Through June 30, 2015, the Company was managed as
distinct geographic segments, comprised of the U.S., Europe,
Asia/Pacific, Middle East and Africa and Other Countries &
Corporate, which included Canada and Latin America. Beginning
July 1, 2015, McDonald’s started operating under a new
organizational structure with the following segments that combine
markets with similar characteristics and opportunities for growth:
U.S. - the Company's largest segment. This segment did not
change as a result of the new reporting structure.
International Lead Markets - established markets including
Australia, Canada, France, Germany, the U.K. and related
markets.
High Growth Markets - markets believed to have relatively
higher restaurant expansion and franchising potential
including China, Italy, Korea, Poland, Russia, Spain,
Switzerland, the Netherlands and related markets.

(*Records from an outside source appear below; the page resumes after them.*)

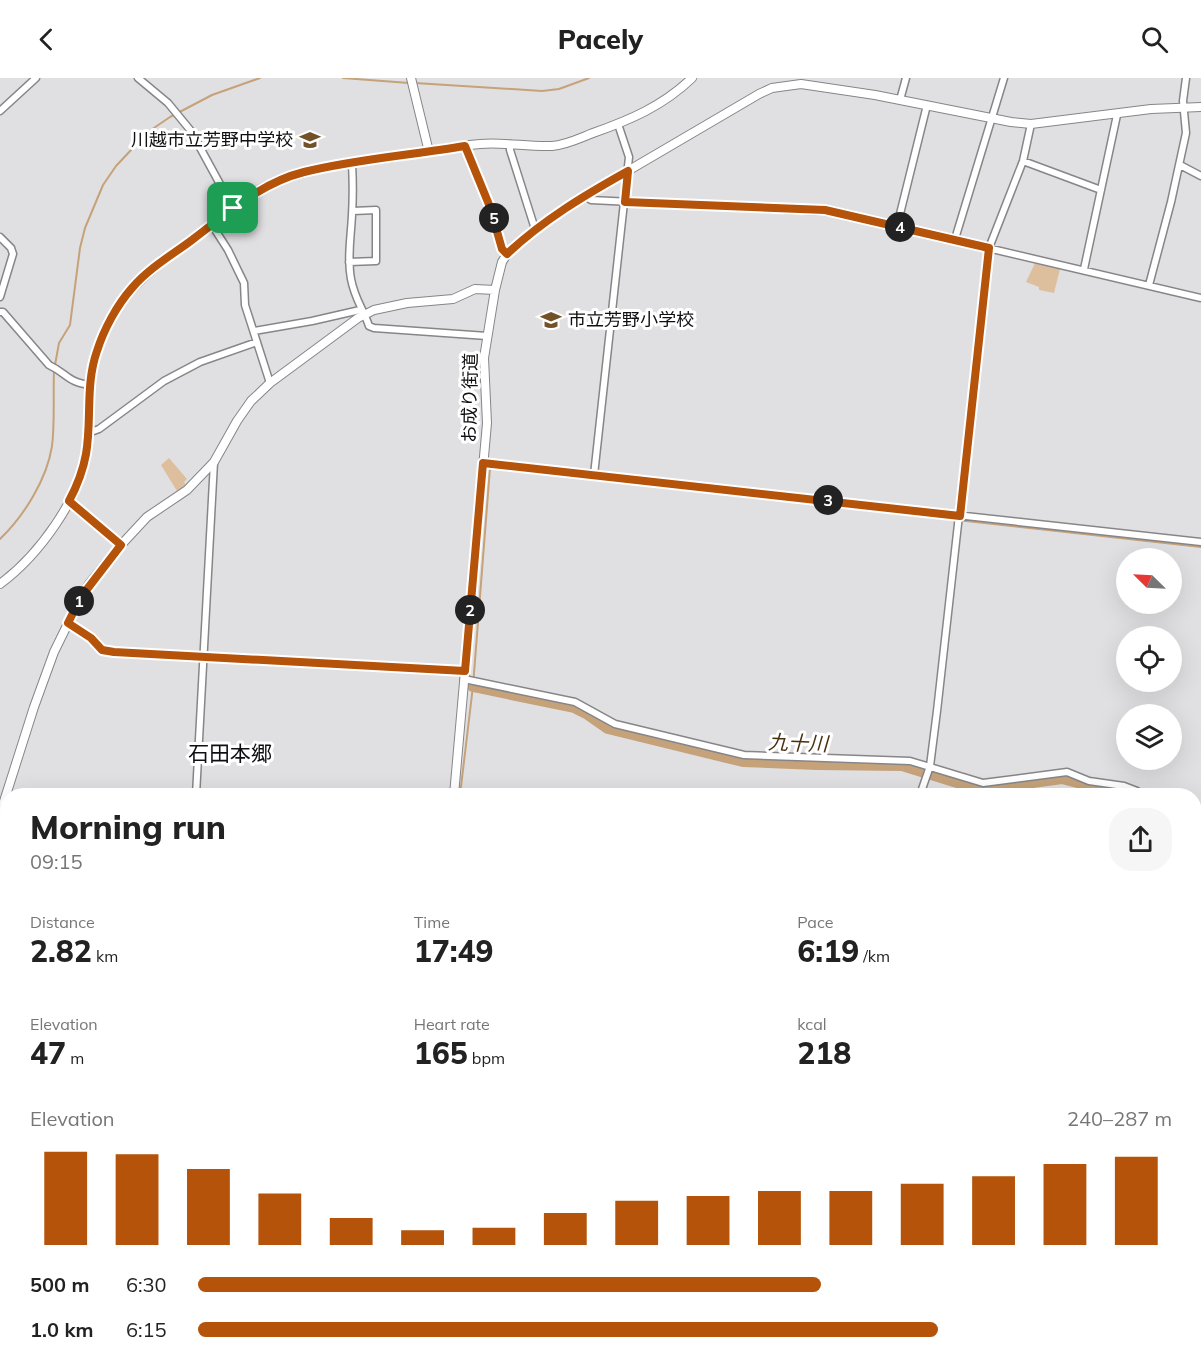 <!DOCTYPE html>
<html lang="en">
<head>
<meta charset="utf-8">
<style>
  :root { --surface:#fff; --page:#f6f6f6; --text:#222; --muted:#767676; --accent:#b45309 }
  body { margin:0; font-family:Mulish,"Noto Sans JP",sans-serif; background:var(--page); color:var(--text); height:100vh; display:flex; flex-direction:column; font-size:22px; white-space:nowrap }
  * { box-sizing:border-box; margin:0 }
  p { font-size:20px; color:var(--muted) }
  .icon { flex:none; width:33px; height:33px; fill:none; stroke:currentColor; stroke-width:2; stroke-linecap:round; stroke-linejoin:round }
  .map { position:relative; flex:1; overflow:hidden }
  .sheet { position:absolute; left:0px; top:710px; width:1202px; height:578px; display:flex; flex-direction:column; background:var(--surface); border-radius:24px 24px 0 0; box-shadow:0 6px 24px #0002 }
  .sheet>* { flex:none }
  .needle { width:39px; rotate:294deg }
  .fabs { position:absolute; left:1116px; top:470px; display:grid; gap:12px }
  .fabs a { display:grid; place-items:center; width:66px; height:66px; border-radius:50%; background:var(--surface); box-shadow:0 6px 24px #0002; font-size:30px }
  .pin { position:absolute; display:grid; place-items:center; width:51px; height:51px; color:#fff; margin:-26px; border-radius:12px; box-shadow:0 3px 9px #0006 }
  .km { position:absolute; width:30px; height:30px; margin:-15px; border-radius:50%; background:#222; color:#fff; font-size:16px; line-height:30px; text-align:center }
  .round { display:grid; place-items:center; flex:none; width:63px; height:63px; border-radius:24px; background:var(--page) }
  .summary { display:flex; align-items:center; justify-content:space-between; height:102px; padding:0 30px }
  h1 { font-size:33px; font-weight:800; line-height:45px }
  .metrics { display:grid; grid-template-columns:repeat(3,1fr); gap:9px; height:102px; padding:6px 30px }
  .metrics div { display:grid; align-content:center }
  .metrics b { font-size:30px; font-weight:800 }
  .metrics small { font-size:16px; font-weight:400 }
  .metrics p { font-size:16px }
  .chart { height:168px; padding:12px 30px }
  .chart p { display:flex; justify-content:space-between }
  .chart svg { width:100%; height:108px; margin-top:6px; stroke:var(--accent); stroke-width:6 }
  ul { padding:0 30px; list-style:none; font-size:20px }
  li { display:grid; grid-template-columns:96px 72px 1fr; align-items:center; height:45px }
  li i { height:15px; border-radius:8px; background:var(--accent) }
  header { display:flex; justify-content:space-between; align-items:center; height:78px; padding:0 30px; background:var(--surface); font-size:27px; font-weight:800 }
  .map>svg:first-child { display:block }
</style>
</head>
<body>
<header><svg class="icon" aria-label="back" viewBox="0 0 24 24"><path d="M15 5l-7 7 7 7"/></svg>Pacely<svg class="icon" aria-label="search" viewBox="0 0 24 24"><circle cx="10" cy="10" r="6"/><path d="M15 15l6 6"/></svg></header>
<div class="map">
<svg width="1201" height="1286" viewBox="0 0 1201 1286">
  <rect width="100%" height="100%" fill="#e0e0e3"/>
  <path fill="#ddbf9d" d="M 1035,185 L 1060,191 L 1054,215 L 1039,212 L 1039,209 L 1026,204 Z
    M 169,380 L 187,401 L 184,404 L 186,407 L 177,413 L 161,387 Z"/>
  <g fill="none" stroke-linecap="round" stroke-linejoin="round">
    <path stroke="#c5a27a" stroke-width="2" d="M 343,0 L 409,5
      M 415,5 L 542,13 L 559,11 L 589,0
      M 55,287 L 59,265 L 70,247 L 80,170 L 85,150 L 103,107 L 116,88 L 148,54 L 170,39 L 212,17 L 260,0
      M 0,461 C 24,438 47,401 52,368 C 55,344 53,318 54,293
      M 460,717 L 473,608 L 490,390 L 1201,469
      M 1194,753 L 1201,753
      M 407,1286 L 407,1280"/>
    <path stroke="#c5a27a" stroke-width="12" d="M 473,608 L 574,629 L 588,636 L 608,650 L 743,683 L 816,686 L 902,687 L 980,711 L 1062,700 L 1128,717
      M 1194,741 L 1201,742
      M 1194,763 L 1201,763"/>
    <g stroke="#868689" stroke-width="9">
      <path id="minor" d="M 138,0 L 168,25 L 191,53 L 233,130
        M 900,22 L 906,0
        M 0,33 L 36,0
        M 510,66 L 510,72 L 535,151
        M 465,68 L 490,129 L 502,171 L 507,176
        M 1023,83 L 1101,112
        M 352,86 C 353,103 353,120 352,137 C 351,158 347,180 351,201 C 355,222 363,230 369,248 L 374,250 L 487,258
        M 1180,87 L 1201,98
        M 585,118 L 591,122 L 834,134 L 1201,220
        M 212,147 L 228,172 L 244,205 L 245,227 L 270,305
        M 897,148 L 927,27
        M 0,159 L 11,170 L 13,176 L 0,219
        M 955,161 L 1004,0
        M 349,184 L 376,183 L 376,132 L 353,133
        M 1084,191 L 1117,37
        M 1149,207 L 1171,124 L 1186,55 L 1183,23 L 1186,0
        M 0,234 L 3,234 L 49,287 C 68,296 67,304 90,307
        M 254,253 L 312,243 L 360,232
        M 88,355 L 99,351 L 164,303 L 200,284 L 257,264
        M 484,385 L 1201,464
        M 594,397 L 629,79 L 618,46
        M 69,423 L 121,467
        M 68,545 L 91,560 L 102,572 L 114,574 L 465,593
        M 464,601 L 575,624 L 615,646 L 744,677 L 910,683 L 983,705 L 1067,694 L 1089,703 L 1124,708 L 1137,713 L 1141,717
        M 196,717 L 214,384
        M 920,717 L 930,688 L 937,633 L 989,170 L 1023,83 L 1031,46
        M 1194,734 L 1201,735
        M 0,739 L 8,741
        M 1194,906 L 1201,880
        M 0,1134 L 8,1134
        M 30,1280 L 38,1286
        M 172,1280 L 174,1286
        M 10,1286 L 16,1280
        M 121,1286 L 127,1280
        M 773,1286 L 775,1280
        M 1096,1286 L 1098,1280"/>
    </g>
    <g stroke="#868689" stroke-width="10">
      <path id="tertiary" d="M 411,0 L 429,74
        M 0,506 C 38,478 81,420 87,372 C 90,339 86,305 97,272 C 119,208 159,186 211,148 C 223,139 235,127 248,118 C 293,90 348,86 400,78 C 426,74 453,68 480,66 C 504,64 528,69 552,68 C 566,67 580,60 593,55 C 630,42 663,28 692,0
        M 454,717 L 487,345 L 484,280 L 495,212 L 502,184 L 507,176 L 535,151 L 585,118 L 759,16 L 772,10 L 801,6 L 875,17 L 1011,44 L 1031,46 L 1151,31 L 1201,29
        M 0,736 L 34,629 L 54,574 L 81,519 L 89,506 L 121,467 L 147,439 L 187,412 L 214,384 L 237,343 L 251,323 L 270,305 L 358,240 L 374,232 L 407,225 L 453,221 L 475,211 L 495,212
        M 1194,769 L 1201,768
        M 443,1280 L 460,1286
        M 414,1286 L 415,1280"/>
    </g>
    <use href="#minor" stroke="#fff" stroke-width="6"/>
    <use href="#tertiary" stroke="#fff" stroke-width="8"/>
  </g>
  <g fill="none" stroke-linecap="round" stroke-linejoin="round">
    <g stroke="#fff" stroke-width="12">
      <path id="route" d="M 465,68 L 490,129 L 502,171 L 507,176 C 543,142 585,117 628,93 L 625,124 L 825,132 L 989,170 L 960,438 L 483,385 L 465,593 L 114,574 L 102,572 L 91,560 L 68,545 L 81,519 L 121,467 L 69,423 C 77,408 83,393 86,376 C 92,342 85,307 97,273 C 104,251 117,227 132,210 C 149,190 172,177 192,162 C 228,135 260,105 304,94 C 356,81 412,77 465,68 Z"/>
    </g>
    <use href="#route" stroke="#b45309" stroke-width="8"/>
  </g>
  <defs>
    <g id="school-bare" transform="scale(1.62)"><path d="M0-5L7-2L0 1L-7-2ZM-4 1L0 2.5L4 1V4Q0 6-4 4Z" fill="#725128" stroke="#fff" stroke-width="2.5" paint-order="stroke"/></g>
  </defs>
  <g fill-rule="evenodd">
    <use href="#school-bare" x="310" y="62"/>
    <use href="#school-bare" x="551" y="242"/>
  </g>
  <g text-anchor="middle" stroke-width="6" stroke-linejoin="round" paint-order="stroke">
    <g font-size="18" fill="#0f0e10" stroke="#fff" text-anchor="end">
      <text x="293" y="68">川越市立芳野中学校</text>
      <text x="568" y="248" text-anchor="start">市立芳野小学校</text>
    </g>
    <g font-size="18" fill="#0f0e10" stroke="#fff">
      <text transform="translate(470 320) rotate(-89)" y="6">お成り街道</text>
    </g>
    <g font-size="20" font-style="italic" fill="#49300f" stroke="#fff">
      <text transform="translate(798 665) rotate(2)" y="7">九十川</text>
    </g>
    <g font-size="21" fill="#0f0e10" stroke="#fff">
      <text x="230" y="683">石田本郷</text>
    </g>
  </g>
</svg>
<div class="fabs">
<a><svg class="needle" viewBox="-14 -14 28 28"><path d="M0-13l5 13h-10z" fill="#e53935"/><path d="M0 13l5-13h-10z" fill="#767676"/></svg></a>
<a><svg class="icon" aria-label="locate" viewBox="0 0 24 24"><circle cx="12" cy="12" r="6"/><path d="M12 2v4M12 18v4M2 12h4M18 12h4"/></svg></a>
<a><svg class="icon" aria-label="layers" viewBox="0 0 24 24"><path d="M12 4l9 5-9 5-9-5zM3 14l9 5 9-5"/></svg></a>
</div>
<div class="pin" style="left:233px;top:130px;background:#1e9e55"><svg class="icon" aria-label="arrive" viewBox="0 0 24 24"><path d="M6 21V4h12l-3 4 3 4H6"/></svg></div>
<b class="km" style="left:79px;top:523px">1</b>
<b class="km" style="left:470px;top:532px">2</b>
<b class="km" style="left:828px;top:422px">3</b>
<b class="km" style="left:900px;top:149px">4</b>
<b class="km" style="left:494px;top:140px">5</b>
<section class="sheet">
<div class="summary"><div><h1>Morning run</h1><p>09:15</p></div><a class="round"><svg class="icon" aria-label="share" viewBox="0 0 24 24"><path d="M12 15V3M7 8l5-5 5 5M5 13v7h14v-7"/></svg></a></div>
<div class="metrics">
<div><p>Distance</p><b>2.82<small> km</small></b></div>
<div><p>Time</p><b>17:49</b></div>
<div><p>Pace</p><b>6:19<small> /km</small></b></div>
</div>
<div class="metrics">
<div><p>Elevation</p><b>47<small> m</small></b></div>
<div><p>Heart rate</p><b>165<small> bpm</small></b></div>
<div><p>kcal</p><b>218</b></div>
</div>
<div class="chart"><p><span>Elevation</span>240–287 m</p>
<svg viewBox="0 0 160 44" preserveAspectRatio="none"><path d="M5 44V6M15 44V7M25 44V13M35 44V23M45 44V33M55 44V38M65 44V37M75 44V31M85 44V26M95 44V24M105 44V22M115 44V22M125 44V19M135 44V16M145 44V11M155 44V8"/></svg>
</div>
<ul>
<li><b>500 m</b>6:30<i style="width:64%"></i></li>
<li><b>1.0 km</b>6:15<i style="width:76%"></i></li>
</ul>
</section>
</div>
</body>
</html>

Foundational Markets & Corporate - the remaining
markets in the McDonald's system, each of which is believed
to have the potential to operate under a largely franchised
model. Corporate activities are also reported within this
segment.
In September 2015, the Company issued segment summary
financial information and segment historical data in accordance
with its new reporting structure for the previously reported years
ended 2010 through 2014 and quarters ended March 31, 2014
through June 30, 2015. The segment information included herein
is presented in accordance with the change in reporting structure
for all periods presented.
For the year ended December 31, 2015, the U.S.,
International Lead Markets and High Growth Markets segments
accounted for 34%, 30% and 24% of total revenues, respectively.
In analyzing business trends, management reviews results on
a constant currency basis and considers a variety of performance
and financial measures, including comparable sales and
comparable guest count growth, Systemwide sales growth,
operating income growth and returns.
Constant currency results exclude the effects of foreign
currency translation and are calculated by translating current
year results at prior year average exchange rates.
Management reviews and analyzes business results in
constant currencies and bases most incentive compensation
plans on these results because the Company believes this
better represents its underlying business trends.
Comparable sales and comparable guest counts are key
performance indicators used within the retail industry and are
indicative of the impact of the Company’s initiatives as well
as local economic and consumer trends. Increases or
decreases in comparable sales and comparable guest
counts represent the percent change in sales and
transactions, respectively, from the same period in the prior
year for all restaurants, whether operated by the Company or
franchisees, in operation at least thirteen months, including
those temporarily closed. Some of the reasons restaurants
may be temporarily closed include reimaging or remodeling,
rebuilding, road construction and natural disasters.
Comparable sales exclude the impact of currency translation.
Comparable sales are driven by changes in guest counts and
average check, which is affected by changes in pricing and
product mix. Typically, pricing has a greater impact on
average check than product mix. The goal is to achieve a
relatively balanced contribution from both guest counts and
average check.
Systemwide sales include sales at all restaurants. While
franchised sales are not recorded as revenues by the
Company, management believes the information is important
in understanding the Company’s financial performance
because these sales are the basis on which the Company
calculates and records franchised revenues and are
indicative of the financial health of the franchisee base.